By contrast, only 1.5 per cent of the activists interviewed thought that illegal protest involving property damage that falls outside the scope of civil disobedience, such as vandalizing forestry equipment or bridges, “greatly helped the cause.”

While there was wide support for non-violent, peaceful disobedience, few people supported direct action that involved property damage. Given the emphasis the Trans Mountain protest organizers have placed on non-violent action, and the fact that demonstrations have included people like Indigenous elders and seniors, religious leaders and elected politicians, we would expect similar sentiments to prevail moving forward.

Civil disobedience is thought to be effective because it often leads to media attention, which in turn can affect public opinion. A reporter we interviewed emphasized this dynamic:

“The only tactic that worked would be lying across a logging bridge. … Civil disobedience actually. Much better than a press release. … We’re storytellers in the media. We respond to drama. We want to share drama. We want to share our curiosity and there’s nothing like a gathering of Canadians who will put down their bodies between the tree and the machinery … People went to jail, and to court.”

Civil disobedience seems to resonate more with the public when the protesters do not fit stereotypes.

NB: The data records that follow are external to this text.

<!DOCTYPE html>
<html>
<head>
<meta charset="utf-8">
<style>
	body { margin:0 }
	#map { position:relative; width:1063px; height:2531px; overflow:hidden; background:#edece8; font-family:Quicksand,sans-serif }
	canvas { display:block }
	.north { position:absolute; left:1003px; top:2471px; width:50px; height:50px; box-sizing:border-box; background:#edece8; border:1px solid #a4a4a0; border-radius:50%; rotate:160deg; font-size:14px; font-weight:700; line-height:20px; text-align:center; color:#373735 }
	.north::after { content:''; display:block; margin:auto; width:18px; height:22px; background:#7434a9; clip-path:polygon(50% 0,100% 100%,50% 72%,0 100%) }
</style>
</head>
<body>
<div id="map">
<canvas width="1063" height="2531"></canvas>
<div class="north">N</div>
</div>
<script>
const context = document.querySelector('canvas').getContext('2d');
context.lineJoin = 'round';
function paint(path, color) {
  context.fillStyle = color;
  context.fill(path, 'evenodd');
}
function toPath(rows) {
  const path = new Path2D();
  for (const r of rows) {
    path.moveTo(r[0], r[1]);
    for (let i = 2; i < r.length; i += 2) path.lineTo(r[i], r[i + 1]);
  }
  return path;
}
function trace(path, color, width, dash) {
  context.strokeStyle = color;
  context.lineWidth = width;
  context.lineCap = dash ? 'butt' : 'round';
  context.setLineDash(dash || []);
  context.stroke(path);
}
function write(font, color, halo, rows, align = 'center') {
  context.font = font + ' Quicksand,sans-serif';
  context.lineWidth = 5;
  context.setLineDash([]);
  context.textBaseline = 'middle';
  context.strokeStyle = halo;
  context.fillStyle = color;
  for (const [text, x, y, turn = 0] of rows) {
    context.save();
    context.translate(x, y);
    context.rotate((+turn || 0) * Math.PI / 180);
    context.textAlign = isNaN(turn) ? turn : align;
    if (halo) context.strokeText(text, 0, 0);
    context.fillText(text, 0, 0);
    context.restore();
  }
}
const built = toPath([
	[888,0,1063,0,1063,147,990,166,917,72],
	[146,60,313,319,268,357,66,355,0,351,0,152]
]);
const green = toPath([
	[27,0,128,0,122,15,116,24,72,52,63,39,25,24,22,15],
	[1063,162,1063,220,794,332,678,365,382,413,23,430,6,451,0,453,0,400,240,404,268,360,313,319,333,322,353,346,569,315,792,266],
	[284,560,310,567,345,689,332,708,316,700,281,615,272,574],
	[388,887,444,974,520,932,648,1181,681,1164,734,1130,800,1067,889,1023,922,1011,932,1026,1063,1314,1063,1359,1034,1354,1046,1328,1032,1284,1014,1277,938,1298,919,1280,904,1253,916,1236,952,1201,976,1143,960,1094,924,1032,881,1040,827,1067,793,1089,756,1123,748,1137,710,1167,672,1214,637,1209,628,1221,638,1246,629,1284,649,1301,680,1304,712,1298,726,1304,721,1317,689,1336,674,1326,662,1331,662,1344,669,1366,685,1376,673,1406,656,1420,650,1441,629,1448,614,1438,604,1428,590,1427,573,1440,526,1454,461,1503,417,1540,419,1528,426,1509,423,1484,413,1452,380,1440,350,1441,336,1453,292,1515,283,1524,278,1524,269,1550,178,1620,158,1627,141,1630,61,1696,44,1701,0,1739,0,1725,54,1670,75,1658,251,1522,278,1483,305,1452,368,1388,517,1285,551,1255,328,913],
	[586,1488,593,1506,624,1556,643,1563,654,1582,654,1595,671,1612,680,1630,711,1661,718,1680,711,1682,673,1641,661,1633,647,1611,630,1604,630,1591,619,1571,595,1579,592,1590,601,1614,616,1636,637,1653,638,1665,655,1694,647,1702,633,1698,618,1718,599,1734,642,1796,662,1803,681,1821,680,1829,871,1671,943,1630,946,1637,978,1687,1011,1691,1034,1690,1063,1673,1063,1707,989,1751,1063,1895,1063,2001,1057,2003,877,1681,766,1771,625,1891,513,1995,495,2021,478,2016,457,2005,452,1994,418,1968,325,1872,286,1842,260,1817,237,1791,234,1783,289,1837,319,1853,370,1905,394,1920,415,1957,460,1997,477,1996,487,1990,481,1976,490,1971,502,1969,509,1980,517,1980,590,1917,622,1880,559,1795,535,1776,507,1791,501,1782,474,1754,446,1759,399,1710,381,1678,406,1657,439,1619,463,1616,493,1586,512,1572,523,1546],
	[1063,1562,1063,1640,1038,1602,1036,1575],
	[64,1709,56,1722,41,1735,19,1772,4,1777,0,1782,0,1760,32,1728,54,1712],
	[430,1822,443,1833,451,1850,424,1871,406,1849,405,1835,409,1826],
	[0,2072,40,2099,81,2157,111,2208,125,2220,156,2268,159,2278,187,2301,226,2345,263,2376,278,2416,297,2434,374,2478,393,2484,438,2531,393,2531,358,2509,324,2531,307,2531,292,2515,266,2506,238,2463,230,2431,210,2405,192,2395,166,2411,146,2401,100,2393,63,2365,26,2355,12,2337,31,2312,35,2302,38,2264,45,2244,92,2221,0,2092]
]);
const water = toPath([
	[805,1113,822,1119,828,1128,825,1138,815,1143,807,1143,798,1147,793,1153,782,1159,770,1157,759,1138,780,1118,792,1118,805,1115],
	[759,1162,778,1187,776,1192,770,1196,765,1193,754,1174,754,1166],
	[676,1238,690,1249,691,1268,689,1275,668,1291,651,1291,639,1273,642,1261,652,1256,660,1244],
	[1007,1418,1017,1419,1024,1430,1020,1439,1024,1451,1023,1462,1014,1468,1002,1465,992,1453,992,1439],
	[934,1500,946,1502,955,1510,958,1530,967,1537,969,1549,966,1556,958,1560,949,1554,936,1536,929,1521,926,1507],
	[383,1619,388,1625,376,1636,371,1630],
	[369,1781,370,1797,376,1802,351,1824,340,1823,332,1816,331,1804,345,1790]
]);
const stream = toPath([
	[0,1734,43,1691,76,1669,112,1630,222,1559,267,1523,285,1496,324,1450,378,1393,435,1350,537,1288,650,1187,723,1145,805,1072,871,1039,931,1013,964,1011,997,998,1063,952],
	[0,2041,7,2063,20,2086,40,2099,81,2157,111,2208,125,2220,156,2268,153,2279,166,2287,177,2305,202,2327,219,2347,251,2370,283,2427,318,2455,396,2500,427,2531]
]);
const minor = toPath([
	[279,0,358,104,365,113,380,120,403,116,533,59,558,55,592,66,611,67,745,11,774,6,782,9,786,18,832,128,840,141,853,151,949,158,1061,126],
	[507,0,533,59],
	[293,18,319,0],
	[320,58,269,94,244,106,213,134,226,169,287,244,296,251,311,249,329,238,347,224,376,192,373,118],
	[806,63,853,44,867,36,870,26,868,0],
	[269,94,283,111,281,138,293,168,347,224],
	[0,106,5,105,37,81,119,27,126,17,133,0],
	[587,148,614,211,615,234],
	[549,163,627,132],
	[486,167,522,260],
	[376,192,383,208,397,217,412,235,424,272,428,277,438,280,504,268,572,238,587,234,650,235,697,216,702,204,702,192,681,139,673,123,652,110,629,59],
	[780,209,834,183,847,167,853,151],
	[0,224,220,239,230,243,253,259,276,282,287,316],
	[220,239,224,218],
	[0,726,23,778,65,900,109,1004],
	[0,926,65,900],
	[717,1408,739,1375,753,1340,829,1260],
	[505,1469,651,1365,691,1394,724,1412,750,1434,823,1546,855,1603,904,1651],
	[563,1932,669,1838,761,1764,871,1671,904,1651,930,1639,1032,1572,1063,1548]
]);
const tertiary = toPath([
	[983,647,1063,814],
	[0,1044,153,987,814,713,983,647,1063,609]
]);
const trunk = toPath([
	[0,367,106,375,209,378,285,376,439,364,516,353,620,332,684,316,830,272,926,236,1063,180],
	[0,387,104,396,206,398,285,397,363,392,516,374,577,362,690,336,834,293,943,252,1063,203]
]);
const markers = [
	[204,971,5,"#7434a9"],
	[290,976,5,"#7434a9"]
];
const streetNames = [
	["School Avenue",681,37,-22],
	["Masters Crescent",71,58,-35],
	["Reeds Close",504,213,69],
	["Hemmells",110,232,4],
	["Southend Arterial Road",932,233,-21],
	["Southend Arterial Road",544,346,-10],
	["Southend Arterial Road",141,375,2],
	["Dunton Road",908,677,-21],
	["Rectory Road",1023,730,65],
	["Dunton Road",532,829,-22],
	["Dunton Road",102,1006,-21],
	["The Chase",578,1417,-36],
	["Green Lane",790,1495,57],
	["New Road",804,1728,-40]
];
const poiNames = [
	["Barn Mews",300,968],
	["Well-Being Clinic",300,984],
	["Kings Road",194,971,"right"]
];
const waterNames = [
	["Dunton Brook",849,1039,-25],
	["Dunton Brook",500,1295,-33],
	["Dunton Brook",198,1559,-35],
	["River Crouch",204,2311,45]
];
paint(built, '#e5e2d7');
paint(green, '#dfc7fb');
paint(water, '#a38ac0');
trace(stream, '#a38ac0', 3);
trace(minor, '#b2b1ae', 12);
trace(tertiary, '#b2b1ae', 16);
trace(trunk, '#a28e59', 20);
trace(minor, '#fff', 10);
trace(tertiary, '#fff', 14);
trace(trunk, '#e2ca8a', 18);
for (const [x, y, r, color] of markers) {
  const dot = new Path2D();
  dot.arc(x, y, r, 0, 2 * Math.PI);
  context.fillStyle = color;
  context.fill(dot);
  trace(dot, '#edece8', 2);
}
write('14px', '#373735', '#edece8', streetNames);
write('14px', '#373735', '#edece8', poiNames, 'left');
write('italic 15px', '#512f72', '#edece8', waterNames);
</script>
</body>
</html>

A dominant stereotype of environmental protesters is that of young men who look like “hippies.” By contrast, successful protests have often employed elderly protesters (70-year-old Laurie Embree, for example, who was arrested in June at the Trans Mountain expansion site), or people who look like everyday suburbanites.

In considering protests from the 1980s and 1990s, one reporter we interviewed stated:

“Why were they effective? I’m thinking of First Nations and button blankets and elders, blockades of people throwing bodies in front of tractors.”

Civil disobedience can be effective at producing media coverage, public support and political pressure. Based on the success of the Clayoquot protests 25 years ago, we can expect the Trans Mountain pipeline expansion protest movement, and its related civil disobedience, to continue.

We would like to thank Johnny Caribou Nunan for his contribution to this research.